Television advertising revenue in the U.S. is expected to grow at a slow 1.3% annual rate to $74.9 billion in 2022 after a dip in 2017, according to a new forecast by PwC.
In its global Entertainment and Media Outlook report, PwC notes that “as audiences continue to shift to digital and advertisers pursue more multichannel campaigns, there is a need to develop new TV ad formats that are more likely to catch and keep viewers’ attention.”
Ad revenue fell to $70 billion in 2017, a year without spending on the Olympics or a Presidential election.
But PwC says that TV remains a premiere advertising destination for advertisers. It is the primary vehicle for new product launches and for mass audience appeal.
The outlook is less rosy for subscription revenues.

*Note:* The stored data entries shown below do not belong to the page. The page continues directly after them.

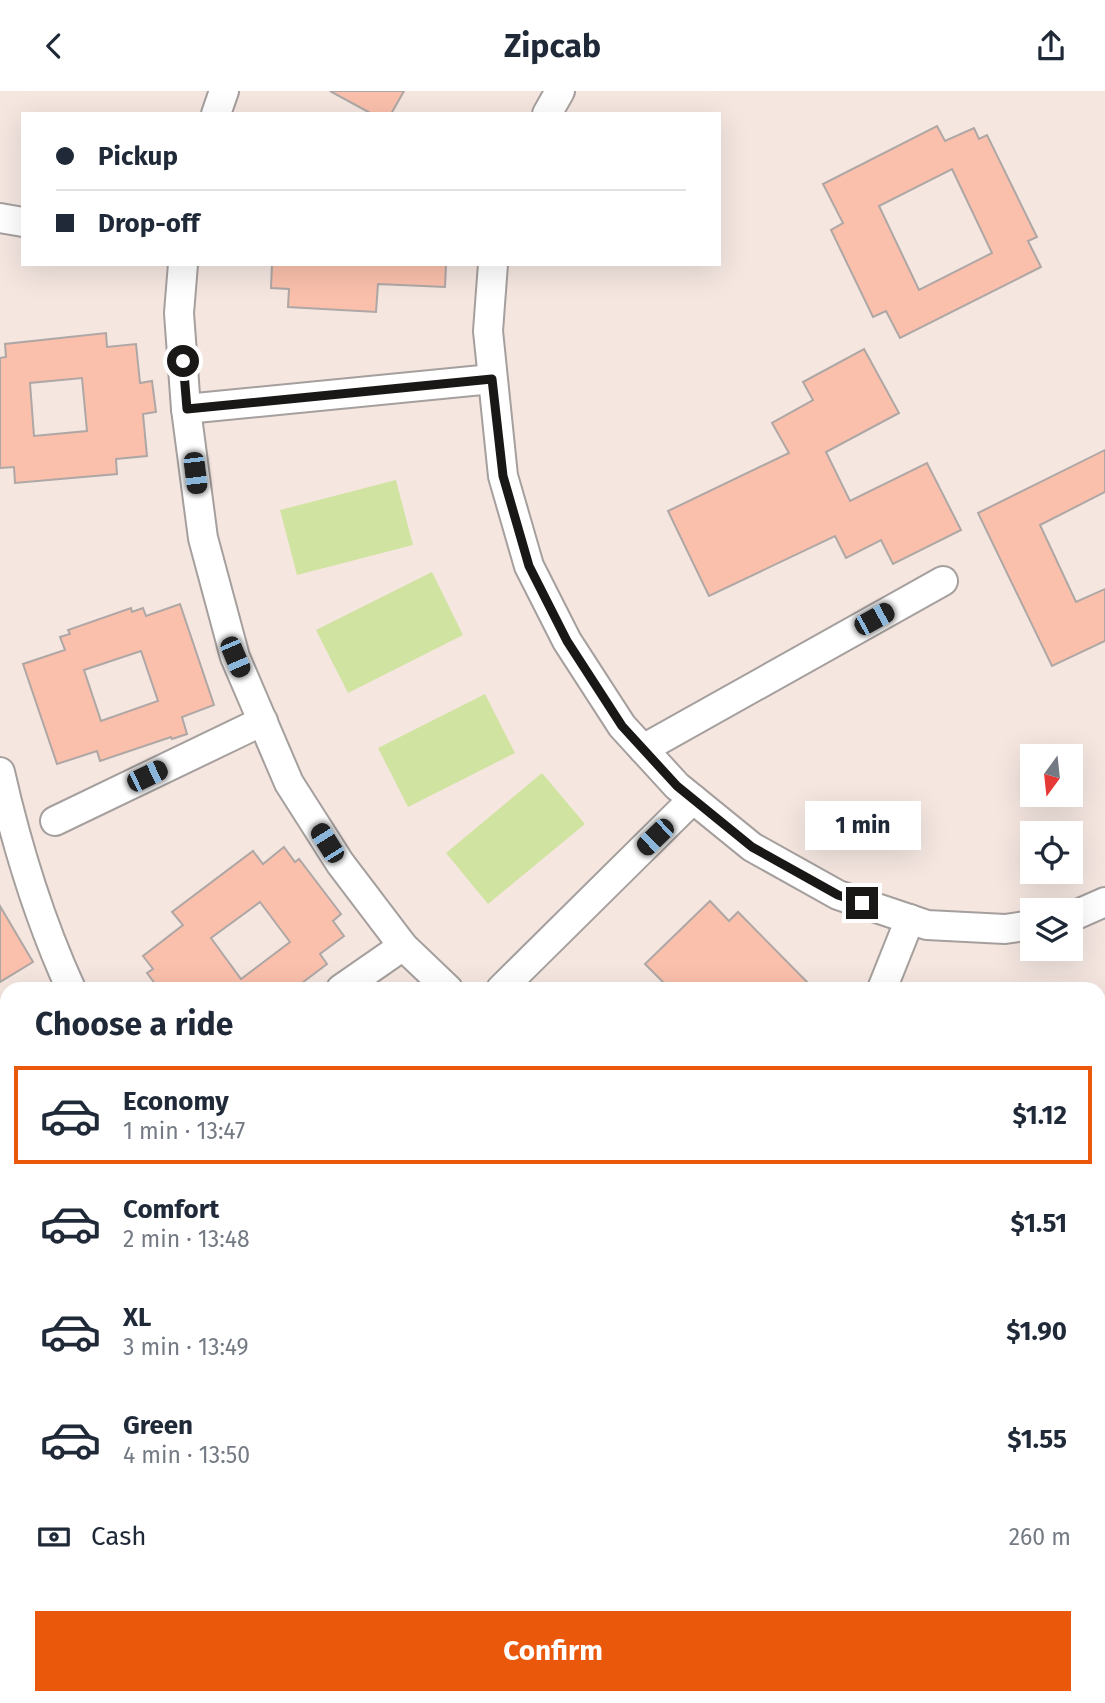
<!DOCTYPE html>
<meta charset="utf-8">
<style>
body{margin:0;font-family:"Fira Sans",sans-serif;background:#f6f6f7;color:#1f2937;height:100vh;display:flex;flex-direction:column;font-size:26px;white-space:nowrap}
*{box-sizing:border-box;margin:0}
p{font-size:23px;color:#747a83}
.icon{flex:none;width:38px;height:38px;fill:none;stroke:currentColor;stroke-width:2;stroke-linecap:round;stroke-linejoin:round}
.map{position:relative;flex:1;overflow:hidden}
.drawer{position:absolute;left:0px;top:891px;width:1106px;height:723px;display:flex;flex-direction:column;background:#fff;border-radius:21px 21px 0 0;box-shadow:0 7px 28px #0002}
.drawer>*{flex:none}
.guide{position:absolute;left:21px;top:21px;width:700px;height:154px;border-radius:0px;box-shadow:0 7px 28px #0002;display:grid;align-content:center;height:154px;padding:0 35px;background:#fff}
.needle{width:46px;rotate:195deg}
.fabs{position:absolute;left:1020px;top:653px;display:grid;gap:14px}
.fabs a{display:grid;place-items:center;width:63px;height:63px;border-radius:0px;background:#fff;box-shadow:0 7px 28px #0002;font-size:35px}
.end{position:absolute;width:32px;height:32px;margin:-16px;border:9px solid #1a1817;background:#fff;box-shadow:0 0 0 4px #fff}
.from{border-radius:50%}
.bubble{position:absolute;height:49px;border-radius:0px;background:#fff;box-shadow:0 7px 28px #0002;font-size:23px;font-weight:700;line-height:49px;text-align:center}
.car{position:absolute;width:21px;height:42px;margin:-21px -10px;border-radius:9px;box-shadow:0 0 5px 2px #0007;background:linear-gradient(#222 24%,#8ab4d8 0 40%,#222 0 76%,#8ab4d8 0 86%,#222 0)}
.guide b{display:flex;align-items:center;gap:24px;height:66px;font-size:26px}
.guide b+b{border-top:2px solid #e0e1e3}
.guide i{width:18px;height:18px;background:#1f2937}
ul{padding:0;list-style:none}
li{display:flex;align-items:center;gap:21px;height:98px;margin:0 14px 10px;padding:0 21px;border:4px solid transparent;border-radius:0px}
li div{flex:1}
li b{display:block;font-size:26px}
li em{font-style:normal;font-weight:700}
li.current{border-color:#ea580c}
li>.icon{width:63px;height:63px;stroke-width:1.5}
h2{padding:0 35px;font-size:32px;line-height:84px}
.pay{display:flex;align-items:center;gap:18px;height:77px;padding:0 35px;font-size:26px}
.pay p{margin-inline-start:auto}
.button{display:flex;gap:14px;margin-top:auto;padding:14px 35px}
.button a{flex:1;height:80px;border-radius:0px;background:#ea580c;color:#fff;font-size:28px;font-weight:700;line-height:80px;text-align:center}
header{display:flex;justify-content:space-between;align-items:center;height:91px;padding:0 35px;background:#fff;font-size:32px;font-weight:700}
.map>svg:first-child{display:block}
</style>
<header><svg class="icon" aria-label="back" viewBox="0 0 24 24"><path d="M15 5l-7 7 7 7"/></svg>Zipcab<svg class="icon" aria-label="share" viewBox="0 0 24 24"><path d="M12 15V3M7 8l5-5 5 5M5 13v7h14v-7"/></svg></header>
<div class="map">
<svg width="1105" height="1612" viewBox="0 0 1105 1612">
<rect width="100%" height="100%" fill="#fcf5f3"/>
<path fill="#f5e6e0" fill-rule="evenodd" d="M0,0H1105V1032L1099,1041V898H7V981L0,977ZM23,23H719V173H23ZM1032,665H1071V704H1032ZM1032,742H1071V780H1032ZM1032,819H1071V858H1032Z"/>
<g fill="#d1e3a0">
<path d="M396,389L413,454L297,484L280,419Z"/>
<path d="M432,481L463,544L348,602L316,539Z"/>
<path d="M485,603L515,662L408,716L378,657Z"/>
<path d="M542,682L585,733L488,813L446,762Z"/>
<path d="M1105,1159V1612H0V1270L7,1271V1606H1099V1165Z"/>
</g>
<g fill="#fac0ac" stroke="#aea7a5" stroke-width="2" fill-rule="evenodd">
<path d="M330,0H404L391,23H372Z"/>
<path d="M937,35L945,50L974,37L979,48L987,44L1037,146L1028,150L1041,176L900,247L886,220L873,226L831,139L843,132L823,93ZM952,78L992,162L919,199L879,115Z"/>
<path d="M272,173H446L445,196L378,193L376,221L288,216L289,198L271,197Z"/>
<path d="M106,242L107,256L136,253L140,292L152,290L156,321L143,323L147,365L116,368L117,383L15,392L14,376L0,377V267L6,266L5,253ZM82,287L87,340L34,345L30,292Z"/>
<path d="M864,258L899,322L826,361L850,410L927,372L961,439L893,473L881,449L846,467L835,445L709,505L668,420L789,362L772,332L813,309L803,291Z"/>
<path d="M1105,359V401L1040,434L1076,511L1105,498V550L1052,575L978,422Z"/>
<path d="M180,513L214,614L182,626L187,643L172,648L171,646L100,670L97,660L57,673L23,573L65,559L60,546L70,543L68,539L131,517L132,521L143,517L146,525ZM141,560L158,610L101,630L84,579Z"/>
<path d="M284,756L295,771L299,768L341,823L333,830L344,845L320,863L327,873L294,898H159L147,882L153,878L143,865L183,834L172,821L253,760L263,773ZM260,811L290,851L241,888L211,847Z"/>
<path d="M710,810L729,830L738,821L814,898H661L665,893L645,873Z"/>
<path d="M0,815L33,871L0,891Z"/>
</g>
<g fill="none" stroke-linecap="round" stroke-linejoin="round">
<g stroke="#a59f9d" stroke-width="32">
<g id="minor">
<path d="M216,23L224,0"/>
<path d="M547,23L560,0"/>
<path d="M0,127L23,131"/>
<path d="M183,173L179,222L186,318L203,447L235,566L289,692L340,772L403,855L448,898"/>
<path d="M493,173L488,240L503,385L529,475L567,550L622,635L677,695L752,756L838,804L927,834L1005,838L1032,834"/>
<path d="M186,318L492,288"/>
<path d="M643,658L943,490"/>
<path d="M0,681C17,756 39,828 71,898"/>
<path d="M55,730L263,630"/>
<path d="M1071,826L1105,811"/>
<path d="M341,898L403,855"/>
<path d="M501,898L693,708"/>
<path d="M882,898L910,828"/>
</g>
</g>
<use href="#minor" stroke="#fff" stroke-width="28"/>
</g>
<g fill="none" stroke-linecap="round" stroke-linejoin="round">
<path stroke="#1a1817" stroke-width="9" d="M183,270L187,318L492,288L503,385L529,475L567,550L622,635L677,695L752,756L838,804L862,812"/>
</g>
</svg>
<div class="fabs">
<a><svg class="needle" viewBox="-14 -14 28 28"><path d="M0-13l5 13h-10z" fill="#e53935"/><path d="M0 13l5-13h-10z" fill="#747a83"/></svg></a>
<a><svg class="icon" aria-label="locate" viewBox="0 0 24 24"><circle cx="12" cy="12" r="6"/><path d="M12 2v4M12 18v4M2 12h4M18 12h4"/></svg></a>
<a><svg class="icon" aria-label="layers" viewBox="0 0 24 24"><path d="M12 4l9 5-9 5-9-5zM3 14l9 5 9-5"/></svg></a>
</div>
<i class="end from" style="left:183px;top:270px"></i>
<i class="end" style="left:862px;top:812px"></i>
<div class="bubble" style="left:805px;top:710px;width:116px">1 min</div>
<i class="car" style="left:195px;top:382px;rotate:173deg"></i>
<i class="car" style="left:874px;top:528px;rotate:61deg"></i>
<i class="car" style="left:235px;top:566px;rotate:157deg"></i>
<i class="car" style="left:147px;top:685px;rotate:64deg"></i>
<i class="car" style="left:655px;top:746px;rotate:226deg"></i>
<i class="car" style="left:327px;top:752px;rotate:328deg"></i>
<div class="guide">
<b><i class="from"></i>Pickup</b>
<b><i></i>Drop-off</b>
</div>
<section class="drawer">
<h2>Choose a ride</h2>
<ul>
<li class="current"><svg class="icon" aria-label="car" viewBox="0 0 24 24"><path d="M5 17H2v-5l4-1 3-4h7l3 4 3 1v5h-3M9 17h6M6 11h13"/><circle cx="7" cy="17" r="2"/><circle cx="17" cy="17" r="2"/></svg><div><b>Economy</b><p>1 min · 13:47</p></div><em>$1.12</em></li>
<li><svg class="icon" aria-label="car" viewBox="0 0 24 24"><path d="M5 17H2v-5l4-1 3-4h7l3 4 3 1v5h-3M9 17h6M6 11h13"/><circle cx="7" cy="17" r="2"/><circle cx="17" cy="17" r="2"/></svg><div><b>Comfort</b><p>2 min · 13:48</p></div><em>$1.51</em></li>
<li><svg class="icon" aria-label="car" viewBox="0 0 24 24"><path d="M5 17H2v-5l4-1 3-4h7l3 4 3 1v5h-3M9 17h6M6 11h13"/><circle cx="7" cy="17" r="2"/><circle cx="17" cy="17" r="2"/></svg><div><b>XL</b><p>3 min · 13:49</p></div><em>$1.90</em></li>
<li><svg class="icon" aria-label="car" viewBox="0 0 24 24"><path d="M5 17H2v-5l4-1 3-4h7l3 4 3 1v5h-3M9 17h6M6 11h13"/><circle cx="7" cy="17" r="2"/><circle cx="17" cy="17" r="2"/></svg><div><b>Green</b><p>4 min · 13:50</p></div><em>$1.55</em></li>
</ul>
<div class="pay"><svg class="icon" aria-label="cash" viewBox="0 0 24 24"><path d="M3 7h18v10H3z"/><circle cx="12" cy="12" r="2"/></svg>Cash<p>260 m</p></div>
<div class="button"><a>Confirm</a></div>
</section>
</div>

PwC says subscription TV revenue in the U.S. was down 1.9% to $98.9 billion in 2017 and will contract at a compounded annual rate of 1.3% through 2022 to $92 billion.
This forecast represents our core scenario: one of ongoing, but less-than-precipitous, decline for the traditional pay-TV sector,” the PwC report says. “But there is no doubt that the traditional pay-TV market is approaching a near-term tipping point, where it must continue the process it has already put in play – to reinvent itself with the introduction of next-generation platforms, wholesale or retail opportunities, video consumption anchored to the broadband product in the home, aggregation capabilities and on-the-go alternatives.”